Foil-wrapped ready-to-eat meals flew off the shelves at sporting goods stores. So did gas stoves and solar showers and battery-operated fans.
Help Jet, a West Palm Beach company, offered $500 memberships to Floridians who wanted to guarantee a seat on a private flight out of harm's way in the event of an approaching hurricane. As last year's troublesome evacuations showed, leaving is difficult when everyone else is on the road, too.
"It was something we'd never seen before," said Julie Abreu, a buyer for Jet's Florida Outdoors, a Miami sporting goods store, where purchases of hurricane-related items doubled. "It was busy the whole year."
During a 12-day period in May, when the state of Florida allowed hurricane preparation items to be bought tax-free, an estimated $550 million worth were purchased, according to state figures.

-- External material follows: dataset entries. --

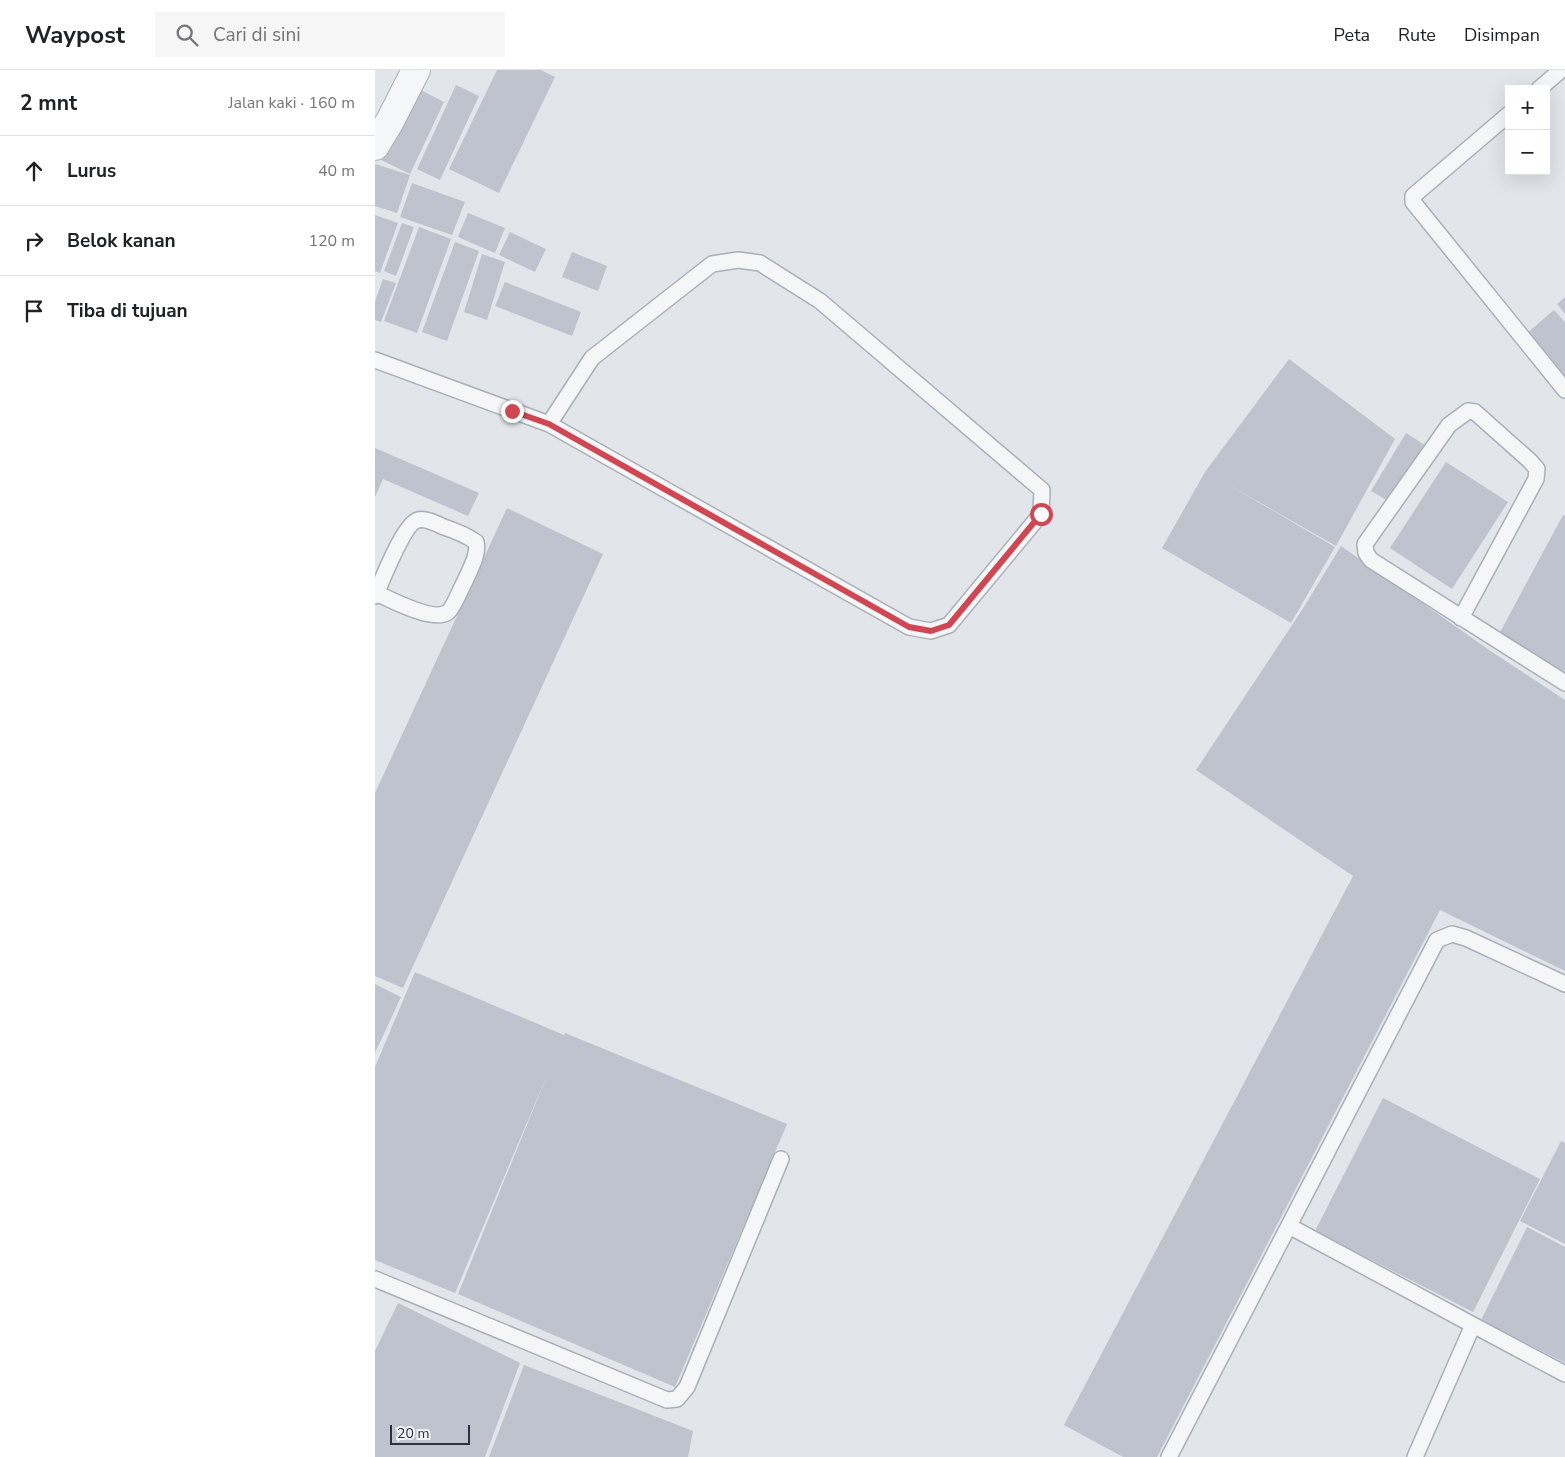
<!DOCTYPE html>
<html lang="id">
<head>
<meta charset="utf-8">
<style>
	body { margin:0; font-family:"Nunito Sans",sans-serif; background:#f6f6f6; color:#202124 }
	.controls { position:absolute; right:15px; top:15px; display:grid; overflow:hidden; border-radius:0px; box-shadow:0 5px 20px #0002 }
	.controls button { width:45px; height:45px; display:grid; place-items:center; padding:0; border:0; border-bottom:1px solid #e0e0e0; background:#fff; color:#202124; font:25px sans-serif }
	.scale { position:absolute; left:15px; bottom:12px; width:80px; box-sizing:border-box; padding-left:5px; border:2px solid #2a3142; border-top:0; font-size:14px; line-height:18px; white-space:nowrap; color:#2a3142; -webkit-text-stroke:4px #f1f4f7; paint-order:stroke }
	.stop { position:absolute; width:15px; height:15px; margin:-11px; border:4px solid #cf4753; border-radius:50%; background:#fff }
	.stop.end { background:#cf4753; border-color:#fff; box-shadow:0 1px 5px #0008 }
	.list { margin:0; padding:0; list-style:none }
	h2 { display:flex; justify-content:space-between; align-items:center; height:65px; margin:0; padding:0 20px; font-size:21px }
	h2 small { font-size:16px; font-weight:400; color:#757577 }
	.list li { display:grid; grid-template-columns:32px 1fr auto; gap:15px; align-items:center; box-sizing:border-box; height:70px; padding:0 20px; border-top:1px solid #e0e0e0 }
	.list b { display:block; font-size:19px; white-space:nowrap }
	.list em { font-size:16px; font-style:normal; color:#757577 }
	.icon { flex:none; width:28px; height:28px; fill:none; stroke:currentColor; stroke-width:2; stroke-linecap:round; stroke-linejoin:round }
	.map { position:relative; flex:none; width:1190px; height:1387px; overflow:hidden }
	header { display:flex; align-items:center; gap:30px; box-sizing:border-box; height:70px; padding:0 25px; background:#fff; border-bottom:1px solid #e0e0e0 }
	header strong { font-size:24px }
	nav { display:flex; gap:28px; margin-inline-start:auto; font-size:18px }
	.search { width:350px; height:45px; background:#f6f6f6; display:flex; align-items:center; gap:12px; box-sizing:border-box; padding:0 18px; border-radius:0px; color:#757577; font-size:19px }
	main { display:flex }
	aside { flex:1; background:#fff }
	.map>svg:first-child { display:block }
	.building { fill:#bfc3cd }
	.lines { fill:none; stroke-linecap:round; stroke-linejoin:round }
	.service-casing { stroke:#abafb8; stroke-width:18 }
	.minor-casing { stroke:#abafb8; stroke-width:30 }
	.service { stroke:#f5f6f8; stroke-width:15 }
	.minor { stroke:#f5f6f8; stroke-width:28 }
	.route { stroke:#cf4753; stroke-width:6 }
</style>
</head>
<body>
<header>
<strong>Waypost</strong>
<div class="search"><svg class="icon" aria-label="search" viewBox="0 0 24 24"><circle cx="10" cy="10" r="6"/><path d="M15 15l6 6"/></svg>Cari di sini</div>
<nav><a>Peta</a><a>Rute</a><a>Disimpan</a></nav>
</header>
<main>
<aside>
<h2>2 mnt<small>Jalan kaki · 160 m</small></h2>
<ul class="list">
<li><svg class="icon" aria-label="ahead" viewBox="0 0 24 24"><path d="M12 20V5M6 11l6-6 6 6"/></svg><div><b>Lurus</b></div><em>40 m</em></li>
<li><svg class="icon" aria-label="right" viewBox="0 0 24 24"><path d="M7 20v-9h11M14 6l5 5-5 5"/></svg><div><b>Belok kanan</b></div><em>120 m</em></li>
<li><svg class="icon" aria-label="arrive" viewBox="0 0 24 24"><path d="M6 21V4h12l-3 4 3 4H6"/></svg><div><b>Tiba di tujuan</b></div></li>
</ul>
</aside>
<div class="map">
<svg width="1190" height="1387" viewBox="0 0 1190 1387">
	<rect width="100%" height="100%" fill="#e2e5ea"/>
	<path class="building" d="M122 0H166L180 7 124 123 74 99Z
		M36 15 69 32 35 104 2 88Z
		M81 15 104 26 65 110 42 99Z
		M0 94 35 105 22 143 0 136Z
		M37 113 90 132 77 165 25 147Z
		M93 143 130 158 120 183 83 167Z
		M0 145 23 153 5 203 0 201Z
		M27 153 39 157 21 206 9 201Z
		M44 157 76 169 42 263 9 251Z
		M135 162 171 179 160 202 124 185Z
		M80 172 104 181 72 271 47 262Z
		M197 182 232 196 223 221 187 207Z
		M107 184 130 192 112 250 89 242Z
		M8 209 21 213 6 252 0 250V231Z
		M130 212 206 242 197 266 120 236Z
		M1190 227V244L1182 234Z
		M1179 240 1190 252V308L1151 264Z
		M914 289 1020 369 961 476 852 414 960 477 916 553 787 478 830 402Z
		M1031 363 1050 375 1015 432 996 421Z
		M0 378 104 423 93 446 8 409 0 427Z
		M1071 392 1133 432 1077 519 1015 478Z
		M132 438 228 484 28 918 0 906V723Z
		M1188 445 1190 446V602L1123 566Z
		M966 476 1117 582 1190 630V901L1065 840 782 1387H748L689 1355 978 806 821 700 927 540Z
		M40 902 189 965 190 963 412 1054 300 1317 83 1224 173 1003 80 1223 0 1190V997Z
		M0 914 26 927 0 983Z
		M1008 1028 1165 1109 1098 1242 940 1161Z
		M1186 1071 1190 1073V1174L1145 1151Z
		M1152 1157 1190 1177V1293L1106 1250Z
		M23 1233 145 1293 110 1387H0V1281Z
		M149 1295 318 1361 313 1387H114Z"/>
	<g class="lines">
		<g class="service-casing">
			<path id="service" d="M1164 19 1186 0
				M1134 44 1038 126V132L1190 320
				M0 290 174 354 534 557 556 561 574 555 666 444 667 420 445 231 385 193 363 190 337 194 217 288 174 354
				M0 526C7 511 29 453 43 450 51 448 62 454 69 457 81 461 91 465 101 472 104 485 95 499 90 511 86 518 79 537 73 542 59 553 17 530 1 523
				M1086 548 1161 409 1162 399 1155 391 1100 342 1093 341 1074 355 990 474 991 483 996 490 1190 613
				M914 1156 1098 1255
				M0 1209 292 1330 302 1329 312 1317 406 1089
				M794 1387 1062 870 1077 864 1091 868 1190 914
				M1040 1387 1098 1255 1190 1304"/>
		</g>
		<g class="minor-casing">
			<path id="minor" d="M0 76 15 51 41 0"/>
		</g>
		<use href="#service" class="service"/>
		<use href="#minor" class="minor"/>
	</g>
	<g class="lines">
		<path class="route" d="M137 341 174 354 534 557 556 561 574 555 666 444"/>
	</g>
</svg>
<div class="controls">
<button>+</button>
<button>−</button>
</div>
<div class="scale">20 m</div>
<div class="stop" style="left:666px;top:444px"></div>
<div class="stop end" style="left:137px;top:341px"></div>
</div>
</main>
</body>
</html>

The total hurricane spending in the state was probably much higher, however, because those estimates did not include items such as plywood, which were not part of the tax-free program.
"In this period of increased tropical activity, it is vital for all Floridians to prepare," Gov. Jeb Bush (R) advised constituents. Mississippi Gov. Haley Barbour (R) likewise initiated an eight-week hurricane awareness program.
Among those swept up in the meteorological tension was a neighborhood in Hollywood, Fla., where more than a dozen households banded together to negotiate a discount on large generators costing $15,000 to $20,000.
Some, like Victor DeBianchi, spent more than $50,000 getting ready. In addition to his home generator, he bought hurricane shutters and impact-resistant glass for his home.
"What better way to ensure that nothing would happen?" DeBianchi, a probate lawyer, asked wryly. "I really did think there would be something this year. But I'm glad I did it. It's peace of mind."